## Dataset entries

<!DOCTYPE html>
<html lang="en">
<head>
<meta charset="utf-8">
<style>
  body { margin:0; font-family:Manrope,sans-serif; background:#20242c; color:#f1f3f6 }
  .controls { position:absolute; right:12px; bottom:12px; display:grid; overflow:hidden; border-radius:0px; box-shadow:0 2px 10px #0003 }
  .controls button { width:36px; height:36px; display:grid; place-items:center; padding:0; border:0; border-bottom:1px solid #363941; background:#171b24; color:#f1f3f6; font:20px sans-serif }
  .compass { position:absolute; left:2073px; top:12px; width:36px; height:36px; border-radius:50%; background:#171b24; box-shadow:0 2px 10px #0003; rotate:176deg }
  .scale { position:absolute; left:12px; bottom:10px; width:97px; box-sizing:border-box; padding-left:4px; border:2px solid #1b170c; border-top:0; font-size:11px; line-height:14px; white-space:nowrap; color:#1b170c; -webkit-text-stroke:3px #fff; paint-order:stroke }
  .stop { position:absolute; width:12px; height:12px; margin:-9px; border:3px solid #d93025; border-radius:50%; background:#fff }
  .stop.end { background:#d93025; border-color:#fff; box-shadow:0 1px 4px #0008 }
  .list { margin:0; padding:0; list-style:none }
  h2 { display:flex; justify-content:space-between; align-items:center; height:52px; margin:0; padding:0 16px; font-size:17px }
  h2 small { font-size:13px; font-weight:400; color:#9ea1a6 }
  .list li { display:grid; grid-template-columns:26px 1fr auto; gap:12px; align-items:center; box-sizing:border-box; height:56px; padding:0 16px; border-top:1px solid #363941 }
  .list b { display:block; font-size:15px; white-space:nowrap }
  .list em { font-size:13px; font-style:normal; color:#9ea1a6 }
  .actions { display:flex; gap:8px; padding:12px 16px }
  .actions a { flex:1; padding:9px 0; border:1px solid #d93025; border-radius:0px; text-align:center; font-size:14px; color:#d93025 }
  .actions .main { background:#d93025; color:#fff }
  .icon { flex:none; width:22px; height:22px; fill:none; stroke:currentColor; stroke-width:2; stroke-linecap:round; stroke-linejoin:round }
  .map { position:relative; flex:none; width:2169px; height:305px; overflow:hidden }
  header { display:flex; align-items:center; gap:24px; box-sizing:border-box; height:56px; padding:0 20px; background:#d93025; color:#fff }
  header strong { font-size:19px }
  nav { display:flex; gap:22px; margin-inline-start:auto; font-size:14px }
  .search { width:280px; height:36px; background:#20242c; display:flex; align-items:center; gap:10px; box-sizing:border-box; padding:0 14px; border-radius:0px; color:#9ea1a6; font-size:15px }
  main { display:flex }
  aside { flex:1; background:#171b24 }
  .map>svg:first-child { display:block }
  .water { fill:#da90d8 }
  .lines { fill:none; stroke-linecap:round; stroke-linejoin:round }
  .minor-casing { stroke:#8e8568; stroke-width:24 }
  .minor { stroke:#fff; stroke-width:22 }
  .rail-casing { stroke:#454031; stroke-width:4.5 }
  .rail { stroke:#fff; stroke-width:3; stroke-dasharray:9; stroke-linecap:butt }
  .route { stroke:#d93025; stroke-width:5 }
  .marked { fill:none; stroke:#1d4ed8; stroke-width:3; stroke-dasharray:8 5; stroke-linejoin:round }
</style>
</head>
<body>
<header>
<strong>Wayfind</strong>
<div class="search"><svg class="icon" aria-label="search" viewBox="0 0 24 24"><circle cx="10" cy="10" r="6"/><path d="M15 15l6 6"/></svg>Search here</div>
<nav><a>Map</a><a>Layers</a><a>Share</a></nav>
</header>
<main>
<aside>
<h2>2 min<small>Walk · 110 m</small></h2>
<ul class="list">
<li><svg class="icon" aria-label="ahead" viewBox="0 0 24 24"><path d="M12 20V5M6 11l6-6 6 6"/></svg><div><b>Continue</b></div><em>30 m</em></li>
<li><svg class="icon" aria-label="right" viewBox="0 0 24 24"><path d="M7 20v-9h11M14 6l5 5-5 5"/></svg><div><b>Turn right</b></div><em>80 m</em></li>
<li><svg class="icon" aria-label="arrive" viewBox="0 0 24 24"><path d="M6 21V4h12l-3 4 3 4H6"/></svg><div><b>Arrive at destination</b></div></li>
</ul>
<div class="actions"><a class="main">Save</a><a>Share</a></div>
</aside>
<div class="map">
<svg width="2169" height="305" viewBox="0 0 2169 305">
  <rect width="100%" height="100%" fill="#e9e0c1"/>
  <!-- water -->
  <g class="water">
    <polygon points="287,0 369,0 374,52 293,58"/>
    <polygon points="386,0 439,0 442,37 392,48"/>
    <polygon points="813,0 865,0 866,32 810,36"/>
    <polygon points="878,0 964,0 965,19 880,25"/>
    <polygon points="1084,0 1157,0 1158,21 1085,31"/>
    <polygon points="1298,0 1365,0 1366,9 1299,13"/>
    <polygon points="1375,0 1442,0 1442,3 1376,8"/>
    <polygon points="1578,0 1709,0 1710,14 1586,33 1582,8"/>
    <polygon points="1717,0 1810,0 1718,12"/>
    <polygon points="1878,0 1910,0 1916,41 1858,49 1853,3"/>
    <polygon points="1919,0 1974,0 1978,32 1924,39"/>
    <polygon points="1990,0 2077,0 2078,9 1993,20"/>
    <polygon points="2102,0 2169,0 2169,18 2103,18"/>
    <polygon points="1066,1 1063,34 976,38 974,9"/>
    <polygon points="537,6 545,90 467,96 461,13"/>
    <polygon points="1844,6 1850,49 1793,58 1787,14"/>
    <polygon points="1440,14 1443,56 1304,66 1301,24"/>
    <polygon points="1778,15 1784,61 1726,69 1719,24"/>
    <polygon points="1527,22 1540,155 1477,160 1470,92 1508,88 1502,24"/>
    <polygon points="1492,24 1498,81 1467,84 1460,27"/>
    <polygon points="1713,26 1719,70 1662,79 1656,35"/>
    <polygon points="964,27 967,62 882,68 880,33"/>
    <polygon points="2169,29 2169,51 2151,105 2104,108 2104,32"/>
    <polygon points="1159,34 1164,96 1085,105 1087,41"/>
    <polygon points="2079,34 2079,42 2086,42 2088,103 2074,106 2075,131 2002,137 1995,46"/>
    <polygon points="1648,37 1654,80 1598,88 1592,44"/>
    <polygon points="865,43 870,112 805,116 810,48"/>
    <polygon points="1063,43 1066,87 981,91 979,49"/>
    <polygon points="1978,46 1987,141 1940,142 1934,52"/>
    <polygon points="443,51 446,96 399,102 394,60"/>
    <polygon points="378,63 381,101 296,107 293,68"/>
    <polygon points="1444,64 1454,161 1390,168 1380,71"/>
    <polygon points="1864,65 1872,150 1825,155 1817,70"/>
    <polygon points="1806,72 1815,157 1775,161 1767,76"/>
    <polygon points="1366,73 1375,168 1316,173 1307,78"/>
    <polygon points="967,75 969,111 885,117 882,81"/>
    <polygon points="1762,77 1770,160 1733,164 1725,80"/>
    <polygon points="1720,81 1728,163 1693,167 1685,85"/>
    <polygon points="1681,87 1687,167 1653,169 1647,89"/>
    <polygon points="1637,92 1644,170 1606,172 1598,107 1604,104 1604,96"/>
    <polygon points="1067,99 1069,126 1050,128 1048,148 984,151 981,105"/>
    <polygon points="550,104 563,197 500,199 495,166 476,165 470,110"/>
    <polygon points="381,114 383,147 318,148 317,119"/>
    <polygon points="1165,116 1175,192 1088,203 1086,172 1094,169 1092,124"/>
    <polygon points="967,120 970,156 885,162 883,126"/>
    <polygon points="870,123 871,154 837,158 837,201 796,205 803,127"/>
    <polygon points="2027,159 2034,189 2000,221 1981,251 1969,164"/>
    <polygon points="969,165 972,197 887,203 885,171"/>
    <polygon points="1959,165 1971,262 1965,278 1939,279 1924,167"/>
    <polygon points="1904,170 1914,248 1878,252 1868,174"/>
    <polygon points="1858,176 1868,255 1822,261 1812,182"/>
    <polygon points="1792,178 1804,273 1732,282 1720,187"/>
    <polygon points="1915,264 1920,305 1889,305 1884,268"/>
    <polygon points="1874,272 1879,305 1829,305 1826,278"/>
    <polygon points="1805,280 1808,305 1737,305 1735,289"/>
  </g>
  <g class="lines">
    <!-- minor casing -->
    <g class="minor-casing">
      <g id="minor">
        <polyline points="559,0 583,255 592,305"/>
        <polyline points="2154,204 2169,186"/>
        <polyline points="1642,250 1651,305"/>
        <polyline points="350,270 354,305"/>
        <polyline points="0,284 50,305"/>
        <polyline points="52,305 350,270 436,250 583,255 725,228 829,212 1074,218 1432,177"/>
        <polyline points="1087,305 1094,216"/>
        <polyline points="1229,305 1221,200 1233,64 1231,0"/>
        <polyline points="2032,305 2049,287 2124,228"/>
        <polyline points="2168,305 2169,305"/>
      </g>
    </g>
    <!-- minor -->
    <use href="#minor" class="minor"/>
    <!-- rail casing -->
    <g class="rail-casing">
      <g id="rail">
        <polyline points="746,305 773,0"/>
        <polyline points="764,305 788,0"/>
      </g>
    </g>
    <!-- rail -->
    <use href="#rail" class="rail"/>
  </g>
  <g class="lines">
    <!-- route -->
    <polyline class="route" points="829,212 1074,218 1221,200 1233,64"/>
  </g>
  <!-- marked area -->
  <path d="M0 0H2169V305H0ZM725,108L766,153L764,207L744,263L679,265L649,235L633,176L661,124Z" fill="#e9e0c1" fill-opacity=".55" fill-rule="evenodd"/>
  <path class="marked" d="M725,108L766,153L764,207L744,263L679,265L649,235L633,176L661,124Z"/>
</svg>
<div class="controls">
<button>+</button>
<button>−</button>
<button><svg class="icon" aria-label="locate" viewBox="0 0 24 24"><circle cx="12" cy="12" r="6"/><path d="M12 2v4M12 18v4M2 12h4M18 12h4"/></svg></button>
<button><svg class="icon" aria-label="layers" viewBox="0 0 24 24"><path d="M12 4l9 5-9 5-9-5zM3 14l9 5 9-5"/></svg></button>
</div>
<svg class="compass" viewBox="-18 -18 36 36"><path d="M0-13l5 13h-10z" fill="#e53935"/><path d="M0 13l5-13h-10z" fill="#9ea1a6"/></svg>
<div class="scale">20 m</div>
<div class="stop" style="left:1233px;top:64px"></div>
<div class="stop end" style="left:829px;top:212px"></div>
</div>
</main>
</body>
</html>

## Action item
The lines to return are those with the string "text" in them; copy each from the entries above.

## Answer space
  .scale { position:absolute; left:12px; bottom:10px; width:97px; box-sizing:border-box; padding-left:4px; border:2px solid #1b170c; border-top:0; font-size:11px; line-height:14px; white-space:nowrap; color:#1b170c; -webkit-text-stroke:3px #fff; paint-order:stroke }
  .actions a { flex:1; padding:9px 0; border:1px solid #d93025; border-radius:0px; text-align:center; font-size:14px; color:#d93025 }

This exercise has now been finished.